● **Work to be completed**: Looking at the entries below, state how many lines contain the word "function". Give the number alone.

● **Entries supplied**:
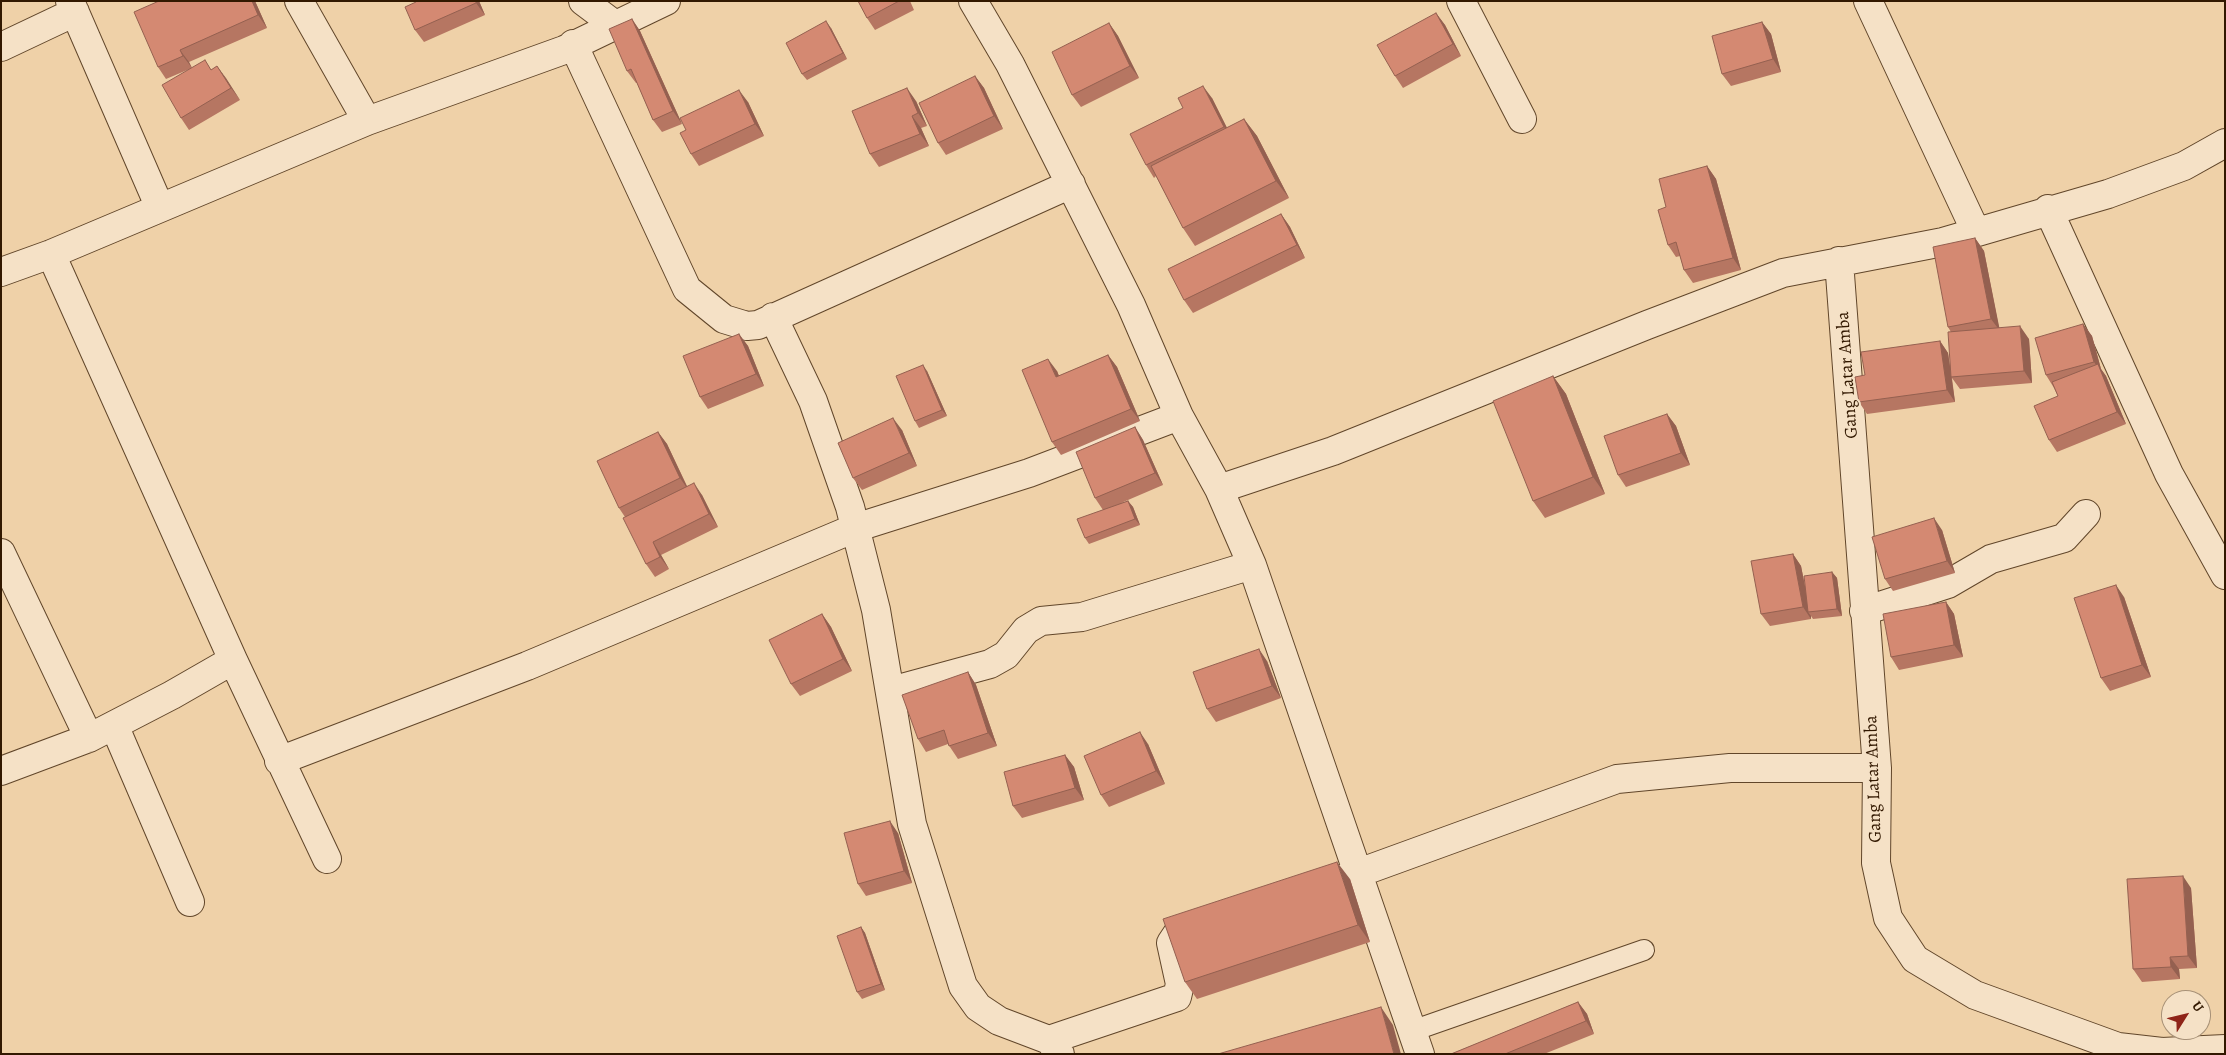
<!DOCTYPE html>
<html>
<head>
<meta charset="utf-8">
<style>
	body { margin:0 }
	#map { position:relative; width:2226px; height:1055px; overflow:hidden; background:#efd1a8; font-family:Alegreya,serif }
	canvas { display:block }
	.frame { position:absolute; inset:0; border:2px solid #321800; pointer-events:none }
	.north { position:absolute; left:2161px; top:990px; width:50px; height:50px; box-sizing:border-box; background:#f5e1c6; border:1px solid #a79177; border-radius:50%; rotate:54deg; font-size:14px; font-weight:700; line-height:20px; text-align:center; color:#321800 }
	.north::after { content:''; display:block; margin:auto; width:18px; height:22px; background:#8f2418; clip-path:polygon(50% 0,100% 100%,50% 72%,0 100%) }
</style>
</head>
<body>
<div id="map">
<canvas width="2226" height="1055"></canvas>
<div class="frame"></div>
<div class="north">U</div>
</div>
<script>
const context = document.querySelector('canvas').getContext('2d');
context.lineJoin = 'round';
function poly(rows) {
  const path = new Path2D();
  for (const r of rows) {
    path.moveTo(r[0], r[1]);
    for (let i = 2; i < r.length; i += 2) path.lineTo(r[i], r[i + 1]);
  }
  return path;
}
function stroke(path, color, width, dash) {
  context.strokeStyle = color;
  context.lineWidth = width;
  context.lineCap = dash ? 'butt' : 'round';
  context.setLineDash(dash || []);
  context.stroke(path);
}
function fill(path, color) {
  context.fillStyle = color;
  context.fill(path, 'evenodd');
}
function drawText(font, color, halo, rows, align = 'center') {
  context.font = font + ' Alegreya,serif';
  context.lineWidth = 4;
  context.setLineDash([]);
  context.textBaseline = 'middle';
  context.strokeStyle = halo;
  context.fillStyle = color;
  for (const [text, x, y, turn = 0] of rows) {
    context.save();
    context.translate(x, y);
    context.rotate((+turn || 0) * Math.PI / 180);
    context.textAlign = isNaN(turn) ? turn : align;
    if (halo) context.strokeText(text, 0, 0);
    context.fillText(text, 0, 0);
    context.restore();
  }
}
const lane = poly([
	[1412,1031,1644,950]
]);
const street = poly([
	[70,1,160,208],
	[299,1,367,121],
	[583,1,615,25],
	[973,1,1010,64,1131,305,1179,416,1219,489,1252,565,1420,1054],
	[1461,1,1522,119],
	[1868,1,1976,232],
	[573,44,687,289,724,319,747,326,758,325,1071,184],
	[1,47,75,12],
	[2048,209,2169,474,2225,575],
	[51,254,233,660,327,859],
	[1839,261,1877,768,1876,863,1888,918,1915,959,1975,995,2118,1047,2162,1052,2225,1049],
	[1,272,51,254,367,121,564,50,666,1],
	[773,317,813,401,850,507,876,610,912,824,963,986,978,1007,999,1021,1049,1040,1060,1054],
	[1219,489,1333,451,1647,325,1783,273,1943,242,2108,194,2184,166,2225,143],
	[1,553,89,738],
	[1864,611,1948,584,1991,559,2064,538,2086,514],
	[891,691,990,664,1006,655,1026,630,1041,621,1082,617,1252,565],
	[114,725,190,902],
	[279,761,527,666,855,528,1029,473,1179,416],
	[1,771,89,738,172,695,233,660],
	[1342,879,1617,779,1730,768,1877,768],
	[1049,1040,1177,997,1180,984,1171,943,1177,934,1204,925]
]);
stroke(lane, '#61462a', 22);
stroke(street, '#61462a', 30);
stroke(lane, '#f5e1c6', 20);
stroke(street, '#f5e1c6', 28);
fill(poly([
	[159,1,255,1,267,28,189,62,192,68,166,79,158,67],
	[416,1,479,1,485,15,424,42,415,30],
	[858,1,910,1,914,10,875,30,867,18],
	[1436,13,1445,25,1461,56,1403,88,1395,76],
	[632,19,640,31,682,124,662,132,653,120,637,83,636,83,627,71],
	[1762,22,1771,34,1781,72,1731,86,1722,74],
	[1109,23,1118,36,1139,78,1081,107,1072,95],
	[831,28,847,59,807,80,802,74],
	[205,60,211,70,217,66,240,100,189,130,181,118],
	[975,76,984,88,1003,129,946,155,938,143],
	[1212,98,1227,128,1244,119,1257,136,1289,198,1195,246,1183,228,1156,176,1154,178,1146,165],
	[916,101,927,126,921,128,929,146,879,167,870,154],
	[748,102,764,136,699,166,691,154],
	[1707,166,1716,179,1741,270,1693,283,1684,270,1680,256,1676,257,1668,245,1666,207],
	[1281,214,1290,227,1305,258,1193,313,1184,300],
	[1975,238,1984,251,1999,328,2029,339,2032,383,1960,389,1952,378,1955,402,1867,414,1859,402,1865,375,1940,341,1948,353,1950,366,1951,332,1948,327],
	[2083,324,2092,336,2101,369,2106,376,2126,424,2057,452,2049,440,2058,396,2054,388,2046,375],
	[739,334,748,346,764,386,708,409,700,397],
	[1108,355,1117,367,1140,421,1061,455,1052,442,1057,371,1059,376],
	[927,371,947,416,919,428,915,421],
	[1553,376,1566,394,1605,494,1545,518,1533,501],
	[1667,414,1676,426,1690,465,1626,487,1618,475],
	[1135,427,1143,440,1163,485,1121,503,1128,501,1133,507,1140,525,1089,544,1085,538,1103,510,1095,498],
	[902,430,917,466,862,490,853,478],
	[658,432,667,444,687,486,702,495,718,527,661,555,669,569,655,577,646,564,625,517,619,508],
	[1942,530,1955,573,1893,591,1885,579],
	[1793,554,1801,566,1805,586,1832,572,1837,578,1842,616,1813,619,1811,616,1811,619,1770,626,1761,614],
	[2124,597,2151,677,2110,691,2101,678],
	[1946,602,1954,614,1963,657,1899,670,1891,657],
	[822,614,831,627,852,671,800,696,791,684],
	[1267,661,1281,698,1216,722,1207,709],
	[968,672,976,685,997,746,958,759,948,744,926,752,918,739],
	[1148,744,1165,784,1109,807,1101,795],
	[1065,755,1074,767,1084,800,1022,818,1013,806],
	[898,833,912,883,866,896,858,884],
	[1350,879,1370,942,1197,999,1185,982],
	[2191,888,2197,968,2179,969,2180,979,2142,982,2133,969],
	[861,927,865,933,885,990,862,999,857,992],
	[1578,1002,1587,1014,1594,1034,1544,1054,1451,1054]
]), '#b67662');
fill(poly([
	[252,1,255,1,267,28,258,15],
	[476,1,479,1,485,15,476,3],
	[1436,13,1445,25,1461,56,1453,44],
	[632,19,640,31,682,124,673,111],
	[826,21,831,28,847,59,843,53],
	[1762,22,1771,34,1781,72,1773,59],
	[1109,23,1118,36,1139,78,1130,66],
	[180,50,189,62,192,68,183,56],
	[217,66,226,78,240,100,231,88],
	[975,76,984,88,1003,129,994,116],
	[1203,86,1212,98,1233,140,1224,127],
	[907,88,916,101,927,126,918,113],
	[739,90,748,102,764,136,755,124],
	[912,116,921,128,929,146,920,134],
	[1244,119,1257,136,1289,198,1276,181],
	[1707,166,1716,179,1741,270,1733,258],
	[1281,214,1290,227,1305,258,1297,245],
	[1975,238,1984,251,2000,331,1991,319],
	[2083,324,2092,336,2101,369,2106,376,2126,424,2117,412,2101,372,2094,362],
	[2020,326,2029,339,2032,383,2024,371],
	[739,334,748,346,764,386,756,374],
	[1940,341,1948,353,1955,402,1947,390],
	[1108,355,1117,367,1140,421,1131,409],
	[1048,359,1057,371,1064,389,1056,377],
	[923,365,927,371,947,416,942,410],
	[1553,376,1566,394,1605,494,1593,477],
	[1667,414,1676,426,1690,465,1681,453],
	[893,418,902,430,917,466,909,453],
	[1135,427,1143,440,1163,485,1155,473],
	[658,432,667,444,689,491,680,478],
	[694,483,702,495,718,527,709,514],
	[1128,501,1133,507,1140,525,1135,519],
	[1934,518,1942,530,1955,573,1947,561],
	[653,542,661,555,669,569,660,557],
	[1793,554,1801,566,1810,612,1808,612,1811,616,1811,619,1803,607],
	[1832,572,1837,578,1842,616,1837,609],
	[2116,585,2124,597,2151,677,2142,665],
	[1946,602,1954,614,1963,657,1954,645],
	[822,614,831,627,852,671,843,659],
	[1259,649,1267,661,1281,698,1272,686],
	[968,672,976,685,997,746,988,733],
	[1140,732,1148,744,1165,784,1156,771],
	[1065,755,1074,767,1084,800,1075,788],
	[890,821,898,833,912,883,904,871],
	[1337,862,1350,879,1370,942,1358,925],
	[2183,876,2191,888,2197,968,2188,956],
	[861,927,865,933,885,990,881,984],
	[2170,957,2179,969,2180,979,2171,967],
	[1578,1002,1587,1014,1594,1034,1586,1021],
	[1381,1007,1393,1025,1401,1054,1394,1054]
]), '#946050');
const building = poly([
	[159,1,252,1,258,15,180,50,183,56,158,67,134,12,159,1],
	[416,1,476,1,476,3,415,30,405,7,416,2,416,1],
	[858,1,899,1,867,18,858,1],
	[1436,13,1453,44,1395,76,1377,45,1436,13],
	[632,19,673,111,653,120,631,69,627,71,609,29,632,19],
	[826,21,843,53,802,74,786,43,826,21],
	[1762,22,1773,59,1722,74,1712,36,1762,22],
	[1109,23,1130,66,1072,95,1052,52,1109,23],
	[205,60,211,70,217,66,231,88,181,118,162,85,205,60],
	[975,76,994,116,938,143,919,103,975,76],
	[1203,86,1224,127,1146,165,1130,134,1183,108,1178,98,1203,86],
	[907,88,918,113,912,116,920,134,870,154,852,111,907,88],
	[739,90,755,124,691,154,680,133,686,130,680,118,739,90],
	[1244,119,1276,181,1183,228,1151,166,1244,119],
	[1707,166,1733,258,1684,270,1676,242,1668,245,1658,210,1666,207,1659,179,1707,166],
	[1281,214,1297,245,1184,300,1168,269,1281,214],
	[1975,238,1991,319,1948,327,1933,247,1975,238],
	[2083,324,2094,362,2046,375,2035,338,2083,324],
	[2020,326,2024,371,1951,377,1948,332,2020,326],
	[739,334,756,374,700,397,683,356,739,334],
	[1940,341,1947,390,1859,402,1855,377,1865,375,1861,352,1940,341],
	[1108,355,1131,409,1052,442,1022,370,1048,359,1056,377,1108,355],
	[2098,364,2117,412,2049,440,2034,406,2058,396,2052,382,2098,364],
	[923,365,942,410,915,421,896,376,923,365],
	[1553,376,1593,477,1533,501,1493,401,1553,376],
	[1667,414,1681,453,1618,475,1604,436,1667,414],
	[893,418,909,453,853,478,838,443,893,418],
	[1135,427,1155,473,1095,498,1076,452,1135,427],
	[658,432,680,478,619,508,597,461,658,432],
	[694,483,709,514,653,542,660,557,646,564,623,518,694,483],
	[1128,501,1135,519,1085,538,1077,519,1128,501],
	[1934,518,1947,561,1885,579,1872,537,1934,518],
	[1793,554,1803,607,1761,614,1751,561,1793,554],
	[1832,572,1837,609,1808,612,1804,576,1832,572],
	[2116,585,2142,665,2101,678,2074,598,2116,585],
	[1946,602,1954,645,1891,657,1883,614,1946,602],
	[822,614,843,659,791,684,769,640,822,614],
	[1259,649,1272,686,1207,709,1193,672,1259,649],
	[968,672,988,733,949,746,944,730,918,739,902,695,968,672],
	[1140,732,1156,771,1101,795,1084,756,1140,732],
	[1065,755,1075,788,1013,806,1004,772,1065,755],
	[890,821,904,871,858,884,844,833,890,821],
	[1337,862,1358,925,1185,982,1163,919,1337,862],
	[2183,876,2188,956,2170,957,2171,967,2133,969,2127,879,2183,876],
	[861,927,881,984,857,992,837,936,861,927],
	[1578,1002,1586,1021,1505,1054,1451,1054,1578,1002],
	[1381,1007,1394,1054,1218,1054,1381,1007]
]);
fill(building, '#d48972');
stroke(building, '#946050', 1);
drawText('18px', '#321800', '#f5e1c6', [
	["Gang Latar Amba",1848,375,-94],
	["Gang Latar Amba",1874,779,-92]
]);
</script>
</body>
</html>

● **Final answer**: 4